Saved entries
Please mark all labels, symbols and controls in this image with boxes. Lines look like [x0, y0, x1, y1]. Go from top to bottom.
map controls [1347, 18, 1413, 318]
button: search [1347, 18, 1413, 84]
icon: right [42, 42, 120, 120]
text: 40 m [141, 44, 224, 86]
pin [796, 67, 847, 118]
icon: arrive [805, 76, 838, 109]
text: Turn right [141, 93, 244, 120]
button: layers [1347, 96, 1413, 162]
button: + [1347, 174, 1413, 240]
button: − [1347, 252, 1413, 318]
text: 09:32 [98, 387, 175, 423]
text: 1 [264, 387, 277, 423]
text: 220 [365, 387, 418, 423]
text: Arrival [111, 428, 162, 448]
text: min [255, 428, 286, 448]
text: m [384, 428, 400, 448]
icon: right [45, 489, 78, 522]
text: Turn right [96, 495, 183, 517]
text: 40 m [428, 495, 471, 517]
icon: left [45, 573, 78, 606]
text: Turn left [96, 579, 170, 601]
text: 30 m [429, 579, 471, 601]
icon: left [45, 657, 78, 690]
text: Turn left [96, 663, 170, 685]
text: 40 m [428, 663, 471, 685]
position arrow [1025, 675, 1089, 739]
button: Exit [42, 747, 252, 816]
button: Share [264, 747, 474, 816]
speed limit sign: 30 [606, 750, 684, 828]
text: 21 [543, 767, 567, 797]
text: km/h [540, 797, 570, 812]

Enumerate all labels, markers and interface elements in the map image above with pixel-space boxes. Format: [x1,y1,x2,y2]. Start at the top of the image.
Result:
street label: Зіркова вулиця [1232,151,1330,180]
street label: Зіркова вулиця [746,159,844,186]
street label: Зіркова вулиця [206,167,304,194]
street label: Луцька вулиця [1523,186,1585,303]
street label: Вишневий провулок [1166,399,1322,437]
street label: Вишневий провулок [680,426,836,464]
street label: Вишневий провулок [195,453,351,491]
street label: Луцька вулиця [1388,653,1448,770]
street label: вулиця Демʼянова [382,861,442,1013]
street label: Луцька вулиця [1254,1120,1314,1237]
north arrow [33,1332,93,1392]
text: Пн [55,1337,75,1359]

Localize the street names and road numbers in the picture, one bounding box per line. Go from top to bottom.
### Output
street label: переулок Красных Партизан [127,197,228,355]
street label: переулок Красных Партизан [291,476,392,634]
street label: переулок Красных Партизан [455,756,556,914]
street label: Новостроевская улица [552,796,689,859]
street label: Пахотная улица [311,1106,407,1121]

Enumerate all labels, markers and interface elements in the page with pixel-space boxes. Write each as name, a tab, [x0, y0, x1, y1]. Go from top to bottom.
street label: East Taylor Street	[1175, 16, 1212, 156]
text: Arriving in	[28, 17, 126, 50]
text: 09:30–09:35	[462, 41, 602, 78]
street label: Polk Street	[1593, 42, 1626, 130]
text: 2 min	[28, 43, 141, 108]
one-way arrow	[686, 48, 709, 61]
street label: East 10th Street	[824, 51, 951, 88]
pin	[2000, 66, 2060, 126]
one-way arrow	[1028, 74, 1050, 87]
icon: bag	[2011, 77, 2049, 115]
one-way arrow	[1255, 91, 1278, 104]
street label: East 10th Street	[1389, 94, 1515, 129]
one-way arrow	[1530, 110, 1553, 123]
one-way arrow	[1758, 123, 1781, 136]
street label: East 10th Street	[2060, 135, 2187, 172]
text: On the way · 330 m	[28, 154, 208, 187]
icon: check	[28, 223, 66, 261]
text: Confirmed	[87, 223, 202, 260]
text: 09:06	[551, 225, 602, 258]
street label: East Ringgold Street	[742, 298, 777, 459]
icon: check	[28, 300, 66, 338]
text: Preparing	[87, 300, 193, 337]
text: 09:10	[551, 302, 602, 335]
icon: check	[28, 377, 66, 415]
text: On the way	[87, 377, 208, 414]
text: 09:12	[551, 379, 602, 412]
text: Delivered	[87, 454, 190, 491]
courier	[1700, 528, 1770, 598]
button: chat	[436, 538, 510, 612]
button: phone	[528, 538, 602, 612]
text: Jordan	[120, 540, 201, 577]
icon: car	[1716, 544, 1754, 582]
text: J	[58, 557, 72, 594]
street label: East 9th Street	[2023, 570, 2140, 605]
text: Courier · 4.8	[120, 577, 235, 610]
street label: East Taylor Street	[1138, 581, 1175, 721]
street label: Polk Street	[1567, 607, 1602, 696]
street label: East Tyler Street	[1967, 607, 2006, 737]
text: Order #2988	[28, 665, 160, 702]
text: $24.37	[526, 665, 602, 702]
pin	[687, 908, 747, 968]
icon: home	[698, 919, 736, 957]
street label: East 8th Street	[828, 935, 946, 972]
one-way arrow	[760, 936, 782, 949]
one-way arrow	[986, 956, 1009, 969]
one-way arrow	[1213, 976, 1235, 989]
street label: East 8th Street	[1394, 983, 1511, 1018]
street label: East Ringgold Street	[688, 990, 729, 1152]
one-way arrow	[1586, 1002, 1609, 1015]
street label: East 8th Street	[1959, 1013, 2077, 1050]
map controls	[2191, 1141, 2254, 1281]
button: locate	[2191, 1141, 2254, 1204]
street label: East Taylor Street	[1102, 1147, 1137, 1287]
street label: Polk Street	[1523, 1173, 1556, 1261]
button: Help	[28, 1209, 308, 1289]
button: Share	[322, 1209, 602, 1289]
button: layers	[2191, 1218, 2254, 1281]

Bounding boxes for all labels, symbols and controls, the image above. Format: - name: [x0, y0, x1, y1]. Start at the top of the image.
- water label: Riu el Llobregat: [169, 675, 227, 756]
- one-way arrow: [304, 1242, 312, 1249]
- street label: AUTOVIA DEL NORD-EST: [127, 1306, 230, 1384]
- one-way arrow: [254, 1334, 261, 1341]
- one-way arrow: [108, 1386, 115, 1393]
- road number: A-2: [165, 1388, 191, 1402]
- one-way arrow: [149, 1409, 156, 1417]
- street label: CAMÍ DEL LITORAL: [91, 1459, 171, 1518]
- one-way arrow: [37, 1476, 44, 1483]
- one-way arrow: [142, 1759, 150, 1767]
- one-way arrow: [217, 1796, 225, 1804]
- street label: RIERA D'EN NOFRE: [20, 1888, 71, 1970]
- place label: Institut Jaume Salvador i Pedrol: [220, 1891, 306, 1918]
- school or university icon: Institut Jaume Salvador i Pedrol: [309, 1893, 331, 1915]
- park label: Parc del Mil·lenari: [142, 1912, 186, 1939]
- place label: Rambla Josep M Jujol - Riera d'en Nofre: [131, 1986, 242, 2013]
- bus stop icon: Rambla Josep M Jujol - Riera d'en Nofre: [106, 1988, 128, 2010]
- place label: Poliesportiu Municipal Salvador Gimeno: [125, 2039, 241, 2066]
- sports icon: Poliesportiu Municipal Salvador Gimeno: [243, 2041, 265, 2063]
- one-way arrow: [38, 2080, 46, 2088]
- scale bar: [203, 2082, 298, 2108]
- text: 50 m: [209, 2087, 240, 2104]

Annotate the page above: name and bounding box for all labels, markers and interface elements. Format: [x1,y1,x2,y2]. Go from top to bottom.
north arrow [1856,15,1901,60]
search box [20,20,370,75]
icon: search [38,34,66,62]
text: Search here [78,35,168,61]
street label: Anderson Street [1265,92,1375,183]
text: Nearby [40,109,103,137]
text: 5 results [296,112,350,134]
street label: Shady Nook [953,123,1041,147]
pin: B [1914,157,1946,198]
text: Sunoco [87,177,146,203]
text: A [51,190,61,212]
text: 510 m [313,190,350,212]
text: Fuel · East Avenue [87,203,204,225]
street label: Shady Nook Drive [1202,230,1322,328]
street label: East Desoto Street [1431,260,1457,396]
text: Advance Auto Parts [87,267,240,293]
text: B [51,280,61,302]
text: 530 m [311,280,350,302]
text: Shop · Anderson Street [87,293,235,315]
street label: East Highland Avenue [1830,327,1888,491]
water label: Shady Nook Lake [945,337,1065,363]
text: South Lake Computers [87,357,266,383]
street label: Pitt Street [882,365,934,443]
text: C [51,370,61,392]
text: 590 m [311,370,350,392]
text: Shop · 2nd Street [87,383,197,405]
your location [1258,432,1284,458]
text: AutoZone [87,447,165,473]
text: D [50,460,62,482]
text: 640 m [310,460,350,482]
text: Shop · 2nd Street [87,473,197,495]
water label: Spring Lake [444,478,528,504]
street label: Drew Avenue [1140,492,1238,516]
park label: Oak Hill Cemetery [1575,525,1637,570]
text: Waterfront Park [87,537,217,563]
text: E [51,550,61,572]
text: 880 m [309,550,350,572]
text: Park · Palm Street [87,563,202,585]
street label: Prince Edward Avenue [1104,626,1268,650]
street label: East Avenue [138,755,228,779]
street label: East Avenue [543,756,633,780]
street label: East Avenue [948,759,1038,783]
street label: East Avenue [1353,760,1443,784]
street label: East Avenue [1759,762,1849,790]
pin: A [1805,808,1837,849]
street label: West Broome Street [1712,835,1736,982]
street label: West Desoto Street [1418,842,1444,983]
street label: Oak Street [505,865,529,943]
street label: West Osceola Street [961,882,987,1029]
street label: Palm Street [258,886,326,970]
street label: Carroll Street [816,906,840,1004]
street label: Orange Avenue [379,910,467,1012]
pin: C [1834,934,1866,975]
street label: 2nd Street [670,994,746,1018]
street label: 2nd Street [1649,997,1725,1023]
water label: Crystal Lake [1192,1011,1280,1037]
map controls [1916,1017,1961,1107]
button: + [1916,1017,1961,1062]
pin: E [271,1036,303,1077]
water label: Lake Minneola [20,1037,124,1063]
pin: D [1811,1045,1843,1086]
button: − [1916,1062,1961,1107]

WHAT YOU ARE ASKED TO DO.
Check each line of the data above, and please copy the ones in which the string "Taylor" occurs.

RESPONSE TO THE EXERCISE.
street label: East Taylor Street	[1175, 16, 1212, 156]
street label: East Taylor Street	[1138, 581, 1175, 721]
street label: East Taylor Street	[1102, 1147, 1137, 1287]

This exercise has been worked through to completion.